Preisverleihung unter der Schirmherrschaft von Michael Fitz
Die Verleihung des Preises für Inklusion 2016 fand am 10. Juni 2016 im Tiergarten Nürnberg im Rahmen eines Pressegespräches statt.

Michael Fitz ist Schirmherr des Preises für Inklusion. Der Schauspieler und Musiker war bereits 2012 Schirmherr der "Woche der Inklusion" des Paritätischen in Bayern sowie Schirmherr des Preises für Inklusion 2013.
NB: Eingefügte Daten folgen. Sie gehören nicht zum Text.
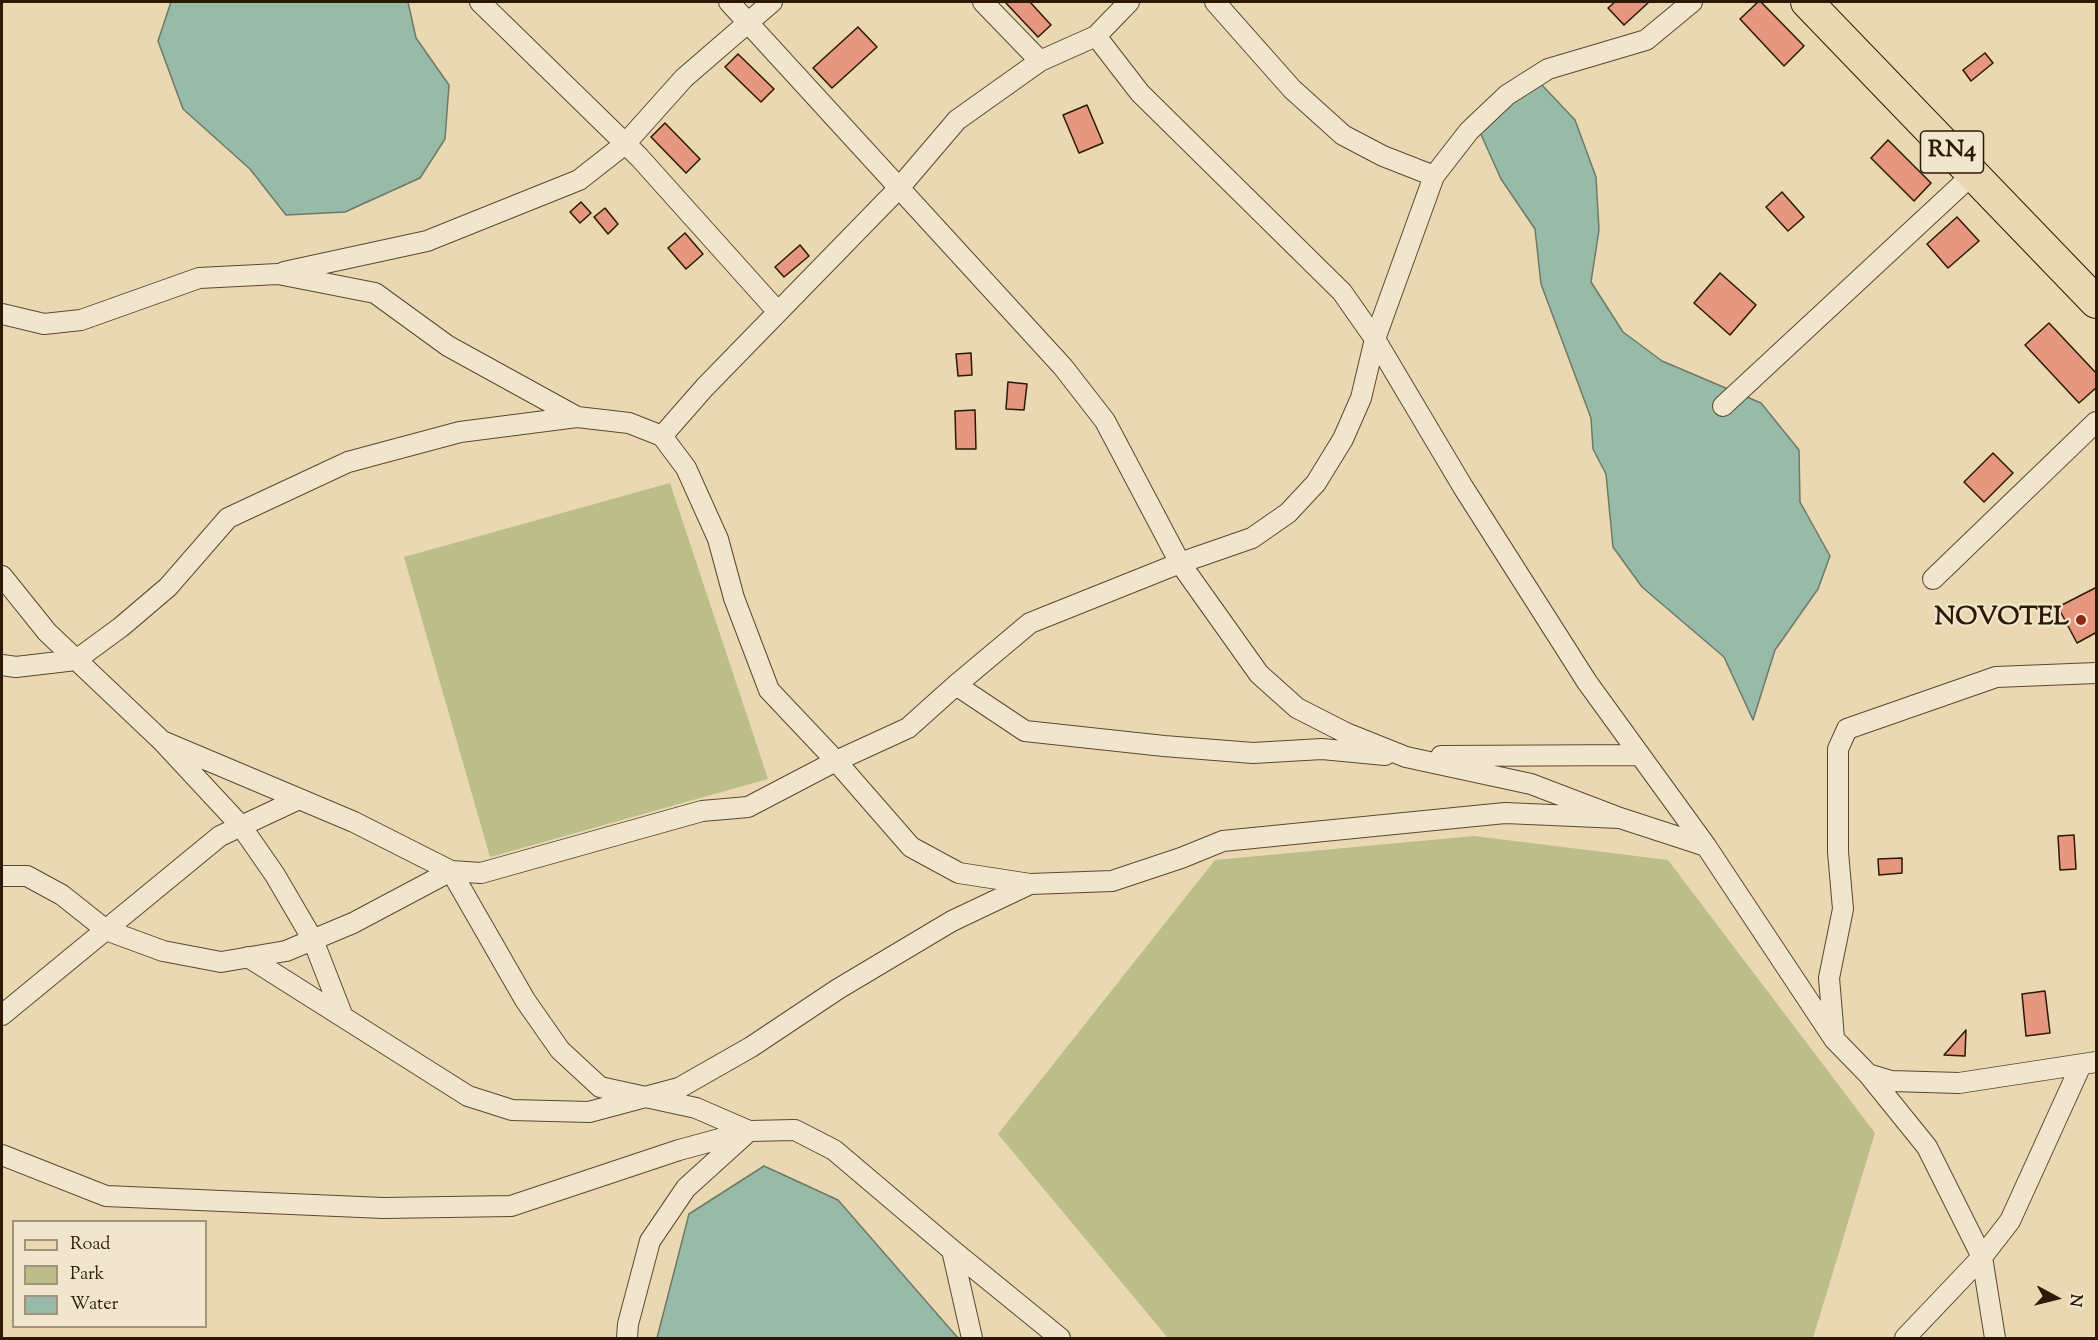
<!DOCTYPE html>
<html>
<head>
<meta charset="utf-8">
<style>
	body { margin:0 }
	#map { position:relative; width:2098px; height:1340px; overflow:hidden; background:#ead8b2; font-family:"Sorts Mill Goudy",serif }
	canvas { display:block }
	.frame { position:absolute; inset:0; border:3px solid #2b1903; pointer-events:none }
	.legend { position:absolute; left:12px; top:1220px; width:195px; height:108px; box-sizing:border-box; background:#f1e6cd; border:2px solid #a2947c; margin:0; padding:8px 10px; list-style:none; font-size:18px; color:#2b1903 }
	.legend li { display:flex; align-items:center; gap:12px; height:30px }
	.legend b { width:30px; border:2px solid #a2947c }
	.north { position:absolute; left:2026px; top:1268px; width:60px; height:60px; -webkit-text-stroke:4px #f1e6cd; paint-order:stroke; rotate:97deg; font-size:16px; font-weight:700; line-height:24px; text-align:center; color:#2b1903 }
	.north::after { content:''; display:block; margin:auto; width:21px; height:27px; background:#2b1903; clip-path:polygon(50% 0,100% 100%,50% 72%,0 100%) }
</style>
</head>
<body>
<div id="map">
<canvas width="2098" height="1340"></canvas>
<div class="frame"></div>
<ul class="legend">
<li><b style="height:8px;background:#ead8b2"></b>Road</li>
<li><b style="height:16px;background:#bbbe89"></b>Park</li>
<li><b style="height:16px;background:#98baa8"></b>Water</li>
</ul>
<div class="north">N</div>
</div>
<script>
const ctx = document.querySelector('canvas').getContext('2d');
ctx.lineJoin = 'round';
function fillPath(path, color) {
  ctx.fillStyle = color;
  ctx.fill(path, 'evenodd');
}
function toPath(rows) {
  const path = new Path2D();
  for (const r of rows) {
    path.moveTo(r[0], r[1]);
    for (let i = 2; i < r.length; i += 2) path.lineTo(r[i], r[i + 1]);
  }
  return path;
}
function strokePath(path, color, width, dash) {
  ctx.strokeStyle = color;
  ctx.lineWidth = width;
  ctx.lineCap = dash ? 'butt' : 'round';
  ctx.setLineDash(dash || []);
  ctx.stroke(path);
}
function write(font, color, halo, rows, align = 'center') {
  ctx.font = font + ' "Sorts Mill Goudy",serif';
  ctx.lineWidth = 4.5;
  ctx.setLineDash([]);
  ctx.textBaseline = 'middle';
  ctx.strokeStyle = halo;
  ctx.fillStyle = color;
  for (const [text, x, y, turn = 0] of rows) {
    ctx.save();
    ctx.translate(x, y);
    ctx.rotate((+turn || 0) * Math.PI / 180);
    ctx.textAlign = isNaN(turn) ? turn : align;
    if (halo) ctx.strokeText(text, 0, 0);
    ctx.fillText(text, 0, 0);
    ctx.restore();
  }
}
fillPath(toPath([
	[670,483,768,779,490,857,404,557],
	[1474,836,1668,860,1875,1133,1813,1338,1168,1338,998,1134,1215,860]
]), '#bbbe89');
const water = toPath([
	[171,2,408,2,416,38,449,85,445,139,420,178,345,212,286,215,250,169,183,109,158,41,171,2],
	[1541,84,1575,120,1596,177,1599,230,1591,282,1623,332,1662,361,1761,403,1799,450,1800,502,1830,556,1818,589,1775,650,1753,720,1724,657,1642,587,1613,547,1606,474,1593,449,1591,418,1541,284,1535,229,1501,179,1479,130,1516,97,1541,84],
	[764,1166,838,1200,958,1338,657,1338,689,1214,764,1166]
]);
fillPath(water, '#98baa8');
strokePath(water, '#6c7a66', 1.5);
const building = toPath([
	[1005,2,1030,2,1051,25,1038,37,1005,2],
	[1615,2,1649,2,1624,25,1608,8,1615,2],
	[1758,2,1761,2,1804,46,1784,66,1740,19,1758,2],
	[858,27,877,47,832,88,813,68,858,27],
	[1985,53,1993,63,1971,81,1963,70,1985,53],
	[738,54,774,89,761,102,725,67,738,54],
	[1087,105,1103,143,1079,153,1063,115,1087,105],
	[665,123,700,159,686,173,651,137,665,123],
	[1888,140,1931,183,1914,201,1871,158,1888,140],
	[1782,192,1804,217,1788,231,1766,207,1782,192],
	[581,202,591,213,580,223,570,212,581,202],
	[605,208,618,224,608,234,594,217,605,208],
	[1957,217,1979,241,1948,268,1927,244,1957,217],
	[685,233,703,254,686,269,668,248,685,233],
	[800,245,809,256,784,277,775,267,800,245],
	[1720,273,1756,305,1730,335,1694,303,1720,273],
	[2049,323,2097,374,2097,387,2079,403,2025,345,2049,323],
	[971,353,972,375,958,376,956,354,971,353],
	[1008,382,1027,384,1024,410,1006,409,1008,382],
	[975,410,976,449,956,449,955,411,975,410],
	[1993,453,2013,473,1984,502,1964,482,1993,453],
	[2097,587,2097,632,2077,643,2058,607,2097,587],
	[2074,835,2076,869,2060,870,2058,836,2074,835],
	[1902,858,1902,873,1879,875,1878,859,1902,858],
	[2045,991,2050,1033,2026,1036,2022,994,2045,991],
	[1966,1030,1965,1056,1944,1055,1966,1030]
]);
fillPath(building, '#e6977f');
strokePath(building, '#2b1903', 1.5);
const street = toPath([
	[480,2,639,157,778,312],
	[729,2,1063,367,1105,421,1180,563,1259,674,1297,708,1346,733,1406,757,1531,784,1620,818,1706,846],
	[983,2,1040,61],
	[1215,2,1292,89,1343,135,1383,156,1434,176],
	[1096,36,1140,93,1342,292,1375,339,1463,487,1587,682,1706,846,1834,1039,1868,1074,1891,1081,1959,1083,2096,1062],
	[284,272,427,241,579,180,625,144,684,78,772,2],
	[2,314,44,324,81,320,199,278,278,274,375,293,448,346,577,417,629,423,662,436,686,468,718,539,734,598,769,690,836,761,911,847,959,873,1030,884,1112,881,1181,858,1223,841,1505,813,1620,818],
	[1723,406,1973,174],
	[662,436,705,387,899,188,957,120,1040,61,1096,36,1129,2],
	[2,576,47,632,162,741,241,826,275,875,313,940,343,1017],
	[1933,579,2096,422],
	[2,665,16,667,76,660,121,627,168,587,228,518,348,462,460,432,577,417],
	[956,685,1025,731,1164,746,1253,753,1322,749,1385,755],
	[162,741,354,822,451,871,481,873,702,811,748,807,836,761,908,728,956,685,1030,623,1180,563,1252,538,1288,513,1316,483,1343,439,1361,398,1375,339,1434,176,1469,131,1507,95,1548,69,1646,40,1692,2],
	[1441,756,1640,755],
	[2,876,27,876,62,895,106,930,163,951,221,962,286,951,353,923,451,871,525,1000,560,1050,600,1087,696,1108,749,1131,686,1188,650,1241,628,1324,627,1338],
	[248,957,468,1096,512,1110,589,1112,679,1088,751,1047,838,989,952,921,1030,884],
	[2,1015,220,836,299,799],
	[1834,1038,1829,978,1843,909,1838,852,1838,749,1847,729,1996,677,2096,673],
	[1868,1074,1927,1147,1982,1257,1995,1338],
	[2,1155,106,1196,383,1208,511,1206,679,1150,749,1131,795,1130,834,1150,952,1250,1060,1338],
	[952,1250,972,1338],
	[1905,1338,1982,1257,2010,1221,2081,1065]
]);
const primary = toPath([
	[1807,2,2096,302]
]);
strokePath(street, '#5b492f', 22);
strokePath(primary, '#2b1903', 34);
strokePath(street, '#f1e6cd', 20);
strokePath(primary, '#ead8b2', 32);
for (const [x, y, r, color] of [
	[2081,620,6,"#8f2418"]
]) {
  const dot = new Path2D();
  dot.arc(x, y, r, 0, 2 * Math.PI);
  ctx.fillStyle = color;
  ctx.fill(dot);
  strokePath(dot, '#f1e6cd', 2);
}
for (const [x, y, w] of [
	[1952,152,63]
]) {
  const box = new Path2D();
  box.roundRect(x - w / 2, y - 21, w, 42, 4.5);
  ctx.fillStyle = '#f1e6cd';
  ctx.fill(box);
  strokePath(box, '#2b1903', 1.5);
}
write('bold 24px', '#2b1903', null, [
	["RN4",1952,152]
]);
write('bold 26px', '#2b1903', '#f1e6cd', [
	["NOVOTEL",2069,620]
], 'right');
</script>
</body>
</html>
Die vollständige Pressemappe sowie Pressefotos von der Preisverleihung finden Sie auf der Homepage der Luise-Kiesselbach-Stiftung zum Herunterladen: www.luise-kiesselbach-stiftung.de/preis-fuer-inklusion

Ansprechpartnerin: Alix Veh | Referat für Presse- und Öffentlichkeitsarbeit
Tel.: 089 / 30611 – 146 oder 0173 | 98 26 192 | E-Mail: alix.veh(at)paritaet-bayern.de

 

Luise-Kiesselbach-Stiftung: Für richtungsweisende soziale Arbeit in Bayern
"Pionierarbeit leisten, der Arbeit Niveau geben, auch dem Ärmsten kein Menschenrecht versagen!" - unter dem Motto ihrer Namenspatronin steht auch die Arbeit der Luise-Kiesselbach-Stiftung. Die Stiftung unterstützt innovative und zukunftsweisende Projekte der sozialen Arbeit, u.a. im Bereich der Jugend-, Behinderten- und Altenhilfe, der Erziehung und Bildung sowie des öffentlichen Gesundheitswesens.
Luise Kiesselbach war eine bekannte bayerische Frauen- und Sozialpolitikerin. Als eine der ersten weiblichen Stadträtinnen Münchens gestaltete sie Anfang des 19. Jahrhunderts die kommunale Sozialpolitik mit. Sie war u.a. Gründerin des Paritätischen Wohlfahrtsverbandes in Bayern und Vorsitzende des Vereins für Fraueninteressen und initiierte eine Reihe neuer sozialreformerischer Einrichtungen, von denen einige noch heute bekannt sind, z.B. das Luisenhaus.

Die Luise-Kiesselbach-Stiftung wurde 2010 vom Paritätischen in Bayern gegründet.